■ **Assigned task**:
Could you copy each line of the listing that holds "Describe"?
Information below:
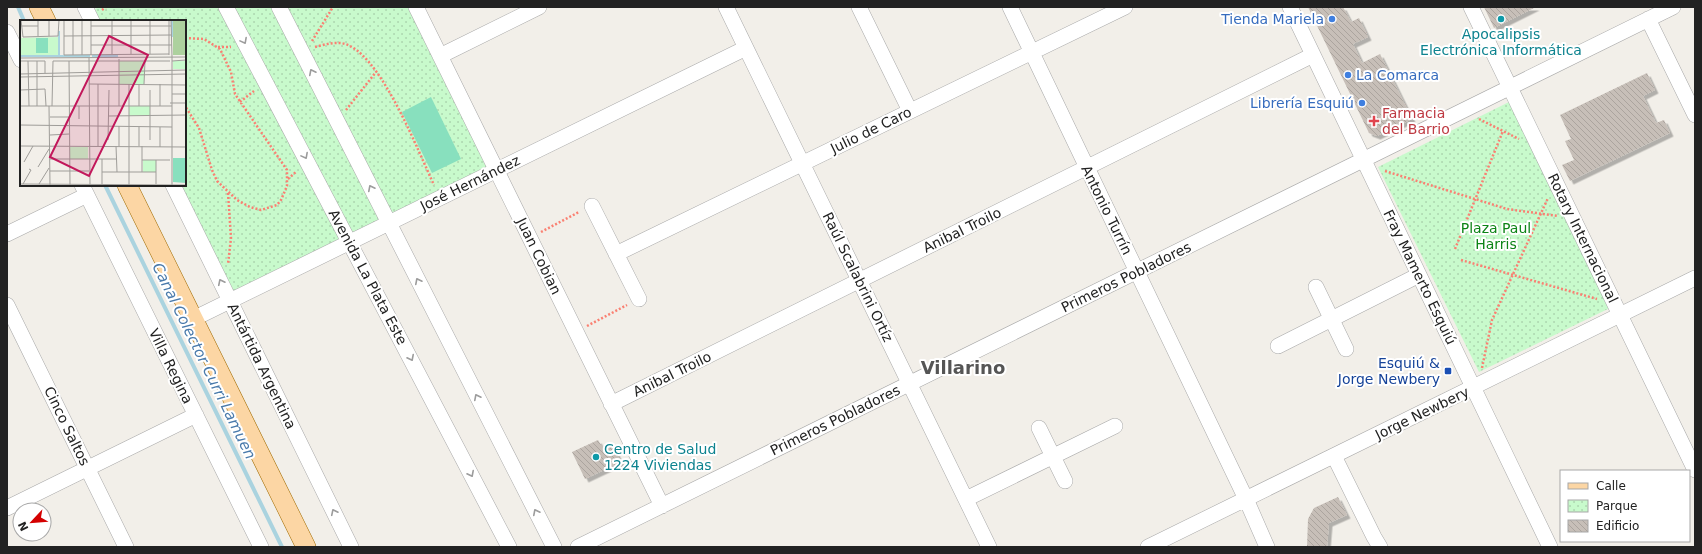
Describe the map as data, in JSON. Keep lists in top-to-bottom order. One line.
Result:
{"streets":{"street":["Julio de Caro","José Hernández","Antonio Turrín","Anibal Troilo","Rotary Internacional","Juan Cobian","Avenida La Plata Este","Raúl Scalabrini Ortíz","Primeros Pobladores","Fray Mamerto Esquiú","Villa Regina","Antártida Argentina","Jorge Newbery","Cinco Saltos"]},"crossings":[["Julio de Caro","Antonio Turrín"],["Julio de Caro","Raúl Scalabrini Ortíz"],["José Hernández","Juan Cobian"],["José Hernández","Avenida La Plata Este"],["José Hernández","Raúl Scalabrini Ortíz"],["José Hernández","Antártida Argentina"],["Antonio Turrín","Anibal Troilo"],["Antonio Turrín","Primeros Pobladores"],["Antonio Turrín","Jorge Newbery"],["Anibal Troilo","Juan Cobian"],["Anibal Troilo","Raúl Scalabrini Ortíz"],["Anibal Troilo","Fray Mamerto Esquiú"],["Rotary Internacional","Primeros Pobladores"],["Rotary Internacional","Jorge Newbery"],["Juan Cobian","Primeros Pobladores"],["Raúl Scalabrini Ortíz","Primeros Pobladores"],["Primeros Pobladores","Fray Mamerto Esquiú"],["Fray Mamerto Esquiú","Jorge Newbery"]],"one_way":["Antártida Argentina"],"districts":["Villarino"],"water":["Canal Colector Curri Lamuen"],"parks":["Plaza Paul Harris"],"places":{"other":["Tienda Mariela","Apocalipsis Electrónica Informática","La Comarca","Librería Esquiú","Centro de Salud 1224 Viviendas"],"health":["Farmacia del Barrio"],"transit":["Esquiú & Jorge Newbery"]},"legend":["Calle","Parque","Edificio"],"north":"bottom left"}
End of Information.
Information below:
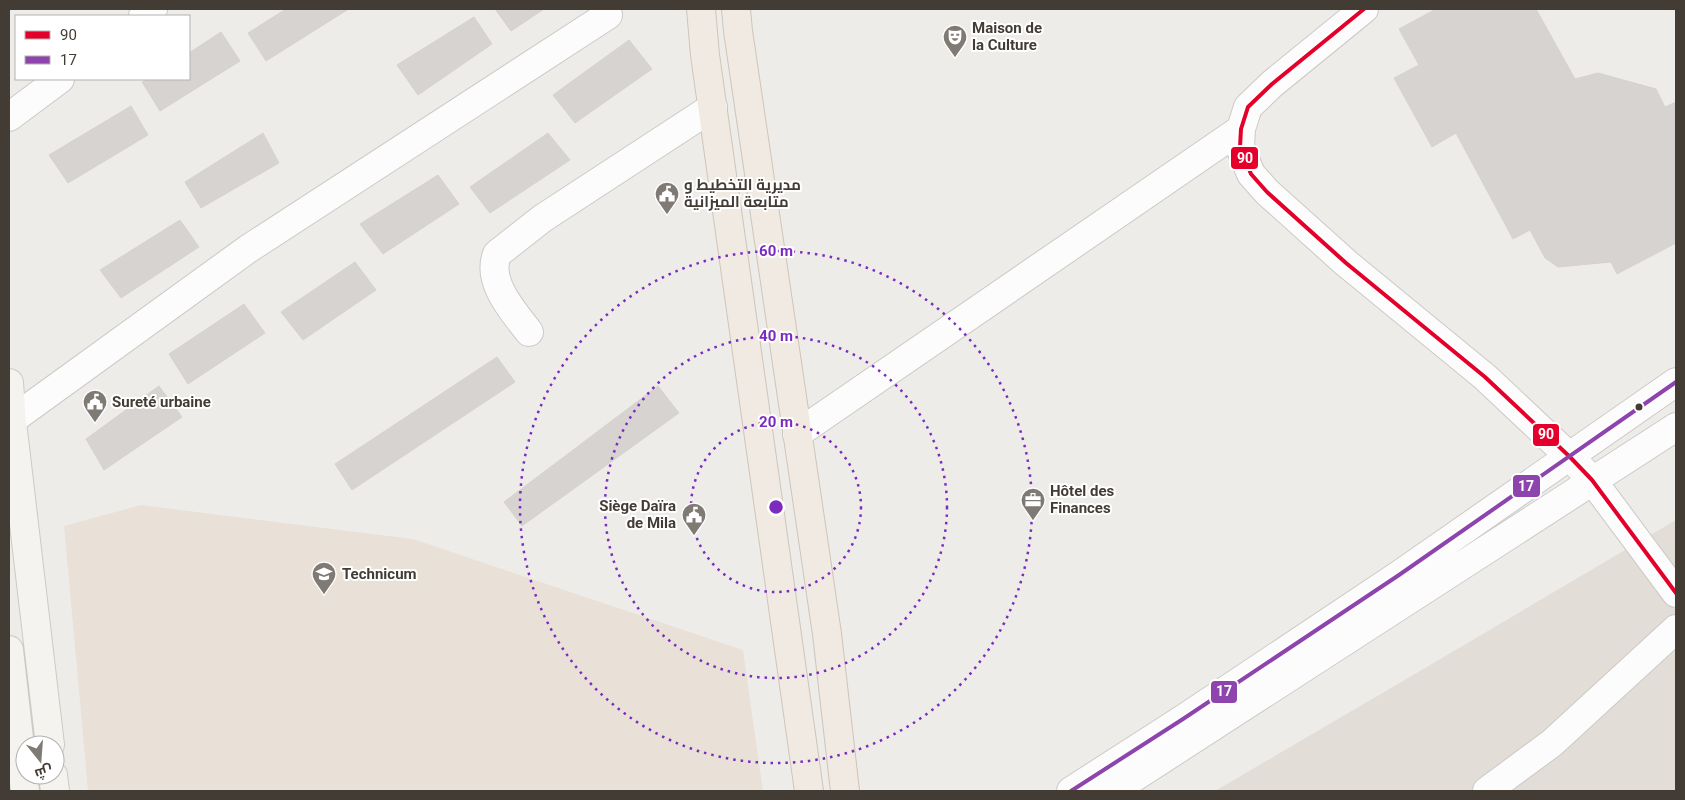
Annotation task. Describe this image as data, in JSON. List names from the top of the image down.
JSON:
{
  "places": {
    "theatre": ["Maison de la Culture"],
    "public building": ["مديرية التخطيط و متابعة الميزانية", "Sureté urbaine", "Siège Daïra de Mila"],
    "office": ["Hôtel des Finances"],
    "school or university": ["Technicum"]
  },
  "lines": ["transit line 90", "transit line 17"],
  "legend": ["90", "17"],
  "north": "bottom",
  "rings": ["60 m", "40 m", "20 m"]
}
End of Information.
■ **Response area**:
Describe the map as data, in JSON. Keep lists in top-to-bottom order. One line.
Annotation task. Describe this image as data, in JSON. List names from the top of the image down.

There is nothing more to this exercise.